Cycling field tests are a great way to track progress. Power numbers are great in a race but there are a lot of external factors that can influence how much the rider puts into the pedals. A cycling field test removes those factors; it is only the rider versus the road. The data that results is easily comparable with later tests with similar conditions.
Replicate the Situation
The most important component of a field test is that it is the same situation each time – the same road, the same terrain, the same time of day and weather (if you can control it), the same bike, and the same warm up. This way the only data points that change from the cycling field test are time, power, and heart rate. What you will use depends on the equipment available to you.
Setting Your Zones
Besides tracking the progress of your fitness, cycling field tests will give you data to adjust your training zones. If your zones are too low, training is too easy and you will not get stronger. If they are too hard, you will not achieve your training goals and have the potential for discouragement and burnout from pushing too hard. Appropriate zones will challenge you enough that it is hard but achievable.
Where to Test
The most important part of the location you choose is that you have at least twenty minutes of uninterrupted riding at high speed. It would be easy to do it indoors on the trainer, but then you may end up with zones that may not be a true reflection of what you are doing outdoors. Keep this in mind if you do decide to use a trainer.
The second most important factor of location is that you can keep up a consistent effort. A big descent in the middle of an effort does not make for consistent power numbers. If you are lucky enough to live near a long climb, use it. It’s the best way to control external factors such as wind and it’s easier to maintain a maximal effort.
Get in a good warm up. Starting a test on cold muscles and an un-primed cardiovascular system will only lead to misery and poor data from your cycling field test. Find a good warm up routine and stick to it before each test. It should be hard enough that you feel like you are working during the warm up but have plenty of energy left to tackle the test.
The Simple Test
The first of three cycling field tests is the easiest. All you need is that stretch of road, your warmed-up body, your bi,e and a stopwatch. Pick a favorite stretch of road and attack it, timing yourself each effort. Track your progress over time and see if your training is paying off.
The Heart Rate Test
If you have a heart rate monitor, this is the cycling field test for you. The only caveat is that you will need thirty minutes of open road, not twenty. Warm up well. At the start of the test, go into time trial mode. Do not go full gas from the start, but ease into the effort. After the first ten minutes, you should have reached your target pace and effort, which should be blindingly hard, but not so hard that you cannot finish off the twenty minutes.

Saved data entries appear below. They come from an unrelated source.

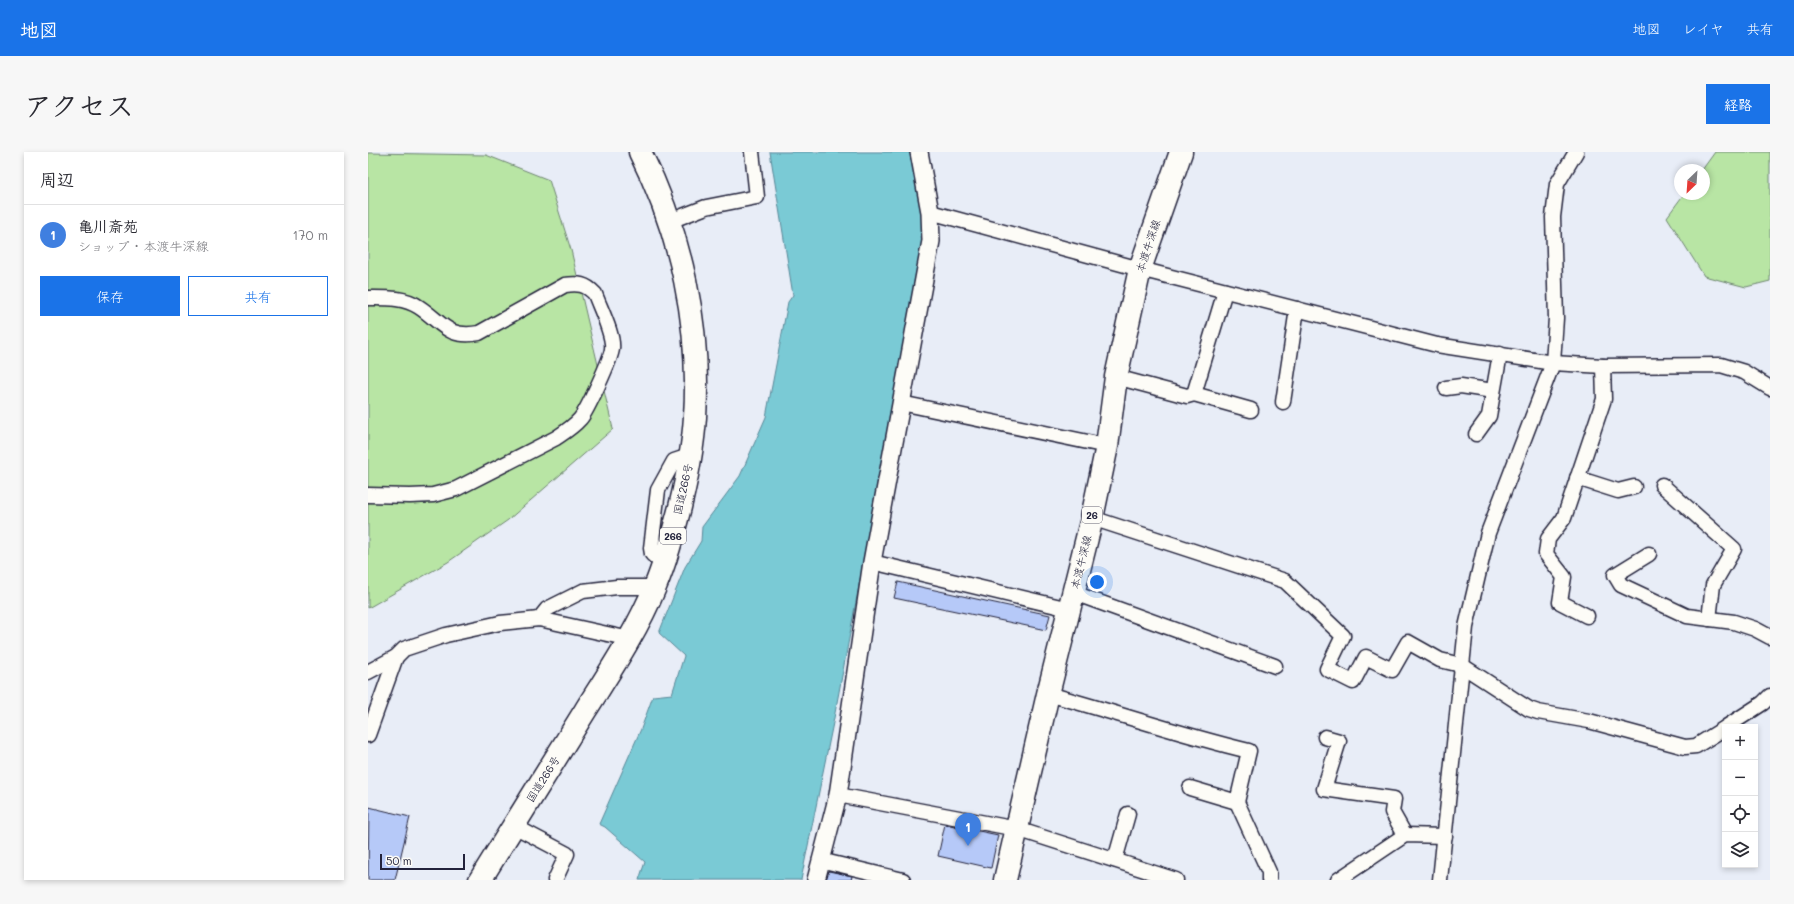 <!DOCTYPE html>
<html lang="ja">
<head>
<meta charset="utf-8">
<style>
  :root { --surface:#fff; --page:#f7f7f7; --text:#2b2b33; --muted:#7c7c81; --line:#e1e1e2; --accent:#1a73e8 }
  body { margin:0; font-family:Mali,"Klee One",sans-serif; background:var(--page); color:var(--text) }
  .controls { position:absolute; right:12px; bottom:12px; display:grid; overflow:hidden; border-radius:0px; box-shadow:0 2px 6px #0003 }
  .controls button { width:36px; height:36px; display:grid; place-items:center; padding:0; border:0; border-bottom:1px solid var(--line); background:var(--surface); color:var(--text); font:20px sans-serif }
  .compass { position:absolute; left:1306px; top:12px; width:36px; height:36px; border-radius:50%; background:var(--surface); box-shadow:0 2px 6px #0003; rotate:205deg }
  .scale { position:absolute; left:12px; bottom:10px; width:85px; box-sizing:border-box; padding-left:4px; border:2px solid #22223b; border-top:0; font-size:11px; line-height:14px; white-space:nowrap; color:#22223b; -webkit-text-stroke:3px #fdfcf7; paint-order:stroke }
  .you { position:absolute; left:729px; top:430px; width:14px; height:14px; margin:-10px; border:3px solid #fff; border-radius:50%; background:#1a73e8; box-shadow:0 0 0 6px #1a73e833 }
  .badge { display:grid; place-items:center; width:26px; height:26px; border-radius:50%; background:var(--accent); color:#fff; font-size:13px; font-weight:700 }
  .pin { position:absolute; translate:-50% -33px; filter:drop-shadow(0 1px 2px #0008) }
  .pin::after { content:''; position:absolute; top:21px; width:14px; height:12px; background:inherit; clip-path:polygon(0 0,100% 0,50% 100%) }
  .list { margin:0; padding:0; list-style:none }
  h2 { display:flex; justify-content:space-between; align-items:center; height:52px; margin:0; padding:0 16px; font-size:17px }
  h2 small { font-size:13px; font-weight:400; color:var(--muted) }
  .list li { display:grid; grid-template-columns:26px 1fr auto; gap:12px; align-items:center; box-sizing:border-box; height:60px; padding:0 16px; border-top:1px solid var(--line) }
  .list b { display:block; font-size:15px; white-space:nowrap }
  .list p { margin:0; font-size:13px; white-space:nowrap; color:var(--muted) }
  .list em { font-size:13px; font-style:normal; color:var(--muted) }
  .actions { display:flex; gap:8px; padding:12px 16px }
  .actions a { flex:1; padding:9px 0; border:1px solid var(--accent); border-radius:0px; text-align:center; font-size:14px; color:var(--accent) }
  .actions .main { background:var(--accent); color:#fff }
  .icon { flex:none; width:22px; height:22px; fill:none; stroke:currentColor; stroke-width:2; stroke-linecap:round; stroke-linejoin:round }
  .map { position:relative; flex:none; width:1402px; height:728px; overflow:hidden; border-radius:0px }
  header { display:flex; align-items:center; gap:24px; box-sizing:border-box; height:56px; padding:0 20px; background:var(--accent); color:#fff }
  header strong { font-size:19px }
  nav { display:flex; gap:22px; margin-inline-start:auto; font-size:14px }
  .intro { display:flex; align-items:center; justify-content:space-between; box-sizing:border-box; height:96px; padding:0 24px }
  h1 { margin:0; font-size:28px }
  .button { padding:10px 18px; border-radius:0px; background:var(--accent); color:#fff; font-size:14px; font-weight:700 }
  main { display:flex; gap:24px; padding:0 24px }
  aside { flex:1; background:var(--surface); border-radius:0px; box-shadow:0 2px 6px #0003 }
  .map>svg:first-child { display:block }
</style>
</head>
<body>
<header>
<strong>地図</strong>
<nav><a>地図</a><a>レイヤ</a><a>共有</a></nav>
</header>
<div class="intro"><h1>アクセス</h1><a class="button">経路</a></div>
<main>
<aside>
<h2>周辺<small></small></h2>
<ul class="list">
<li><span class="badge" style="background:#3f7fe0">1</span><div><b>亀川斎苑</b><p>ショップ · 本渡牛深線</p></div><em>170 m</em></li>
</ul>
<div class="actions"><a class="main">保存</a><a>共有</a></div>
</aside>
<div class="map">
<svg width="1402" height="728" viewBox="0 0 1402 728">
  <rect width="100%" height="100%" fill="#e8edf7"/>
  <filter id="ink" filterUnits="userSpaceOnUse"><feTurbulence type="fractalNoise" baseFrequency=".025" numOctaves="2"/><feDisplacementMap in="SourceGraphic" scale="8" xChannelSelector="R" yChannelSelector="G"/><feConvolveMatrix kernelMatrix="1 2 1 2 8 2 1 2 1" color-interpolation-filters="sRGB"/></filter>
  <g filter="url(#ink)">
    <g fill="#b8e5a4" stroke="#6d8470">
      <path d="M1347,0H1402V129L1378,135L1336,124L1299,65L1316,42H1336V18H1334Z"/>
      <path d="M0,1L118,3L181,28L203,98L245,277L140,368L80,410L0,456Z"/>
    </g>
    <path fill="#7acad5" stroke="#578797" d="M402,0H543L553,50L557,83L467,561L433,728H271L277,710L237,675L231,672L273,577L285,544L304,542L316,504L291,481L317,415L333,389L334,375L372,324L398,265L420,150L425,143Z"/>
    <g fill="#b6c9f8" stroke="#22223b">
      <path d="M530,430L682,463L678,478L526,446Z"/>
      <path d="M1,655L42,665L27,728H0Z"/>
      <path d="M577,672L630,683L623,716L570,704Z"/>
      <path d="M461,719L484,724L483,728H458Z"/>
    </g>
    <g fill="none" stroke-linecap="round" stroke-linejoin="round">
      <defs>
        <g id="minor">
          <path d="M562,60L772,117L1069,193L1185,211L1235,214L1353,213L1376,220L1402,236"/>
          <path d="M302,69L338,55L389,45L384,0"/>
          <path d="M0,146C18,146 36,145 51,155C74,170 79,187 111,181L197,133C210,131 218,132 227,142C232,156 246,183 244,197C243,207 219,259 212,267C205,275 197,280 188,286L88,337L65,343L42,344L0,343"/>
          <path d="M748,225L819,244L826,242L883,258"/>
          <path d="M1078,236L1093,234L1125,239"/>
          <path d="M826,242L857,139"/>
          <path d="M915,250L929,157"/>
          <path d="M533,251L739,294"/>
          <path d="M1108,282L1121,264L1132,202"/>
          <path d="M1209,326L1250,339L1266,335"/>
          <path d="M1294,333L1366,397L1345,433L1341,467"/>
          <path d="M724,366L917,429L975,484L959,517L985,530L998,505L1024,518L1040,490L1072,508L1093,513L1161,557L1170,560L1221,569L1317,595L1328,594L1357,576"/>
          <path d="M1281,402L1247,423L1253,433L1319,464L1366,470L1387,477L1402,485"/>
          <path d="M504,410L701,457"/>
          <path d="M296,413L284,402L283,396L290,338L306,309L315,306L322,307"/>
          <path d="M706,441L907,514"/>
          <path d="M1219,464L1192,450L1196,425L1178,402L1180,387L1196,366L1236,247L1235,214"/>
          <path d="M171,467L179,457L215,439L249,435H287"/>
          <path d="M0,520L28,505L36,497L78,483L132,471L171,467L262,487"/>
          <path d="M680,542C747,560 813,583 881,599L869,650L901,720V728"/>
          <path d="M1358,575L1395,551L1402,544"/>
          <path d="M0,583L28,505"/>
          <path d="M957,585L971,589L956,637L1026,647L1024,660L1037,683"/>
          <path d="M822,636L869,650"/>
          <path d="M470,643L649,677L808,728"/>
          <path d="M146,674L199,702L187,728"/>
          <path d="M452,708L535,728"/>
          <path d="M747,708L760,662"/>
          <path d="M970,728L1037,683L1077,684"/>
          <path d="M1072,728L1098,475L1120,381L1185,211L1188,166L1185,65L1189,32L1208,0"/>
        </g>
        <path id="tertiary" d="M448,728L470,643L504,410L563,89L562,60L551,0"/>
        <path id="primary" d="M637,728L680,542L724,366L739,294L748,225L772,117L813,0"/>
        <path id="trunk" d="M112,728C147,672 182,616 217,559C242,519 269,479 287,435C298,409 305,382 312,355C319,326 325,296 327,265C333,174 313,81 272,0"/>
      </defs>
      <use href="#minor" stroke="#22223b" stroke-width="17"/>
      <use href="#tertiary" stroke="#22223b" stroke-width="20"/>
      <use href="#primary" stroke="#22223b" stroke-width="25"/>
      <use href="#trunk" stroke="#22223b" stroke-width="25"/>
      <use href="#minor" stroke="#fdfcf7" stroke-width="14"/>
      <use href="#tertiary" stroke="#fdfcf7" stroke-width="17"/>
      <use href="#primary" stroke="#fdfcf7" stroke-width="22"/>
      <use href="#trunk" stroke="#fdfcf7" stroke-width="22"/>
    </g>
  </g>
  <g text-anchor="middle" stroke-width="3.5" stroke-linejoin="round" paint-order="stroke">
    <g fill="#fdfcf7" stroke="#646373" stroke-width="1">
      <rect x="714" y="355" width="20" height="16" rx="3"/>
      <rect x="292" y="376" width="26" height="16" rx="3"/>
    </g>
    <g font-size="10" font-weight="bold" fill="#22223b">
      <text x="724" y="367">26</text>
      <text x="305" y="388">266</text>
    </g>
    <g font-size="11" fill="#22223b" stroke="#fdfcf7">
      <text transform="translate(780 94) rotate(-72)" y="4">本渡牛深線</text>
      <text transform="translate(315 337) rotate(-77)" y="4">国道266号</text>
      <text transform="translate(713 410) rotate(-76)" y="4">本渡牛深線</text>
      <text transform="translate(175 627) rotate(-58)" y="4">国道266号</text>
    </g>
  </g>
</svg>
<div class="controls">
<button>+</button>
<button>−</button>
<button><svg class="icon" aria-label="locate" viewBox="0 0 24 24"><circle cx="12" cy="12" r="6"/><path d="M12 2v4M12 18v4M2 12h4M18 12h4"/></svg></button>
<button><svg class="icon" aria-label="layers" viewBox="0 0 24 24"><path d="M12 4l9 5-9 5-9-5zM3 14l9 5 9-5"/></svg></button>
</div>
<svg class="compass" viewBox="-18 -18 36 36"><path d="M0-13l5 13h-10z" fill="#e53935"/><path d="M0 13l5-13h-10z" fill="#7c7c81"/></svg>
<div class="scale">50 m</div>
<div class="you"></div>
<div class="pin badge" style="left:600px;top:694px;background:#3f7fe0">1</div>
</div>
</main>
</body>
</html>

The data collection comes from the last twenty minutes; you want your average heart rate only for that section of the test. That number is a very, very close approximation of your lactate threshold heart rate without getting blood drawn. Put it into a calculator and you will get your training zones.
The Power Test
The cycling field test with power is the most involved but it gives very interesting and comprehensive data. You must do each of the following efforts at full gas, with ten minutes rest in between: five minutes, 5 seconds, twenty minutes and one minute. The test will give you a normalized power that you can expect from a race effort. It will also show you where your strengths and weakness lie, especially when you track the data on this chart.
Keep in mind that the one minute power might be a bit lower than if you went out fresh and cracked off a huge one minute effort. In this order it simulates the finish of the race – you put in your time in the breakaway, now it is time to attack for the win. You will not set any power records in that situation, but you do need to do the best that you can.
To really get into the data, use a program like Golden Cheetah for analysis. It will also give you your zones, anaerobic capacity and whole host of other useful data. If you manage to track every ride with a power meter, Golden Cheetah or another similar program will be indispensable.
Putting the Cycling Field Test to Use
Try to test every six weeks or so during the training season. Your training zones will stay up to date and you will get the most out of your time on the bike. Track your progress and watch as you make big gains with more precise training!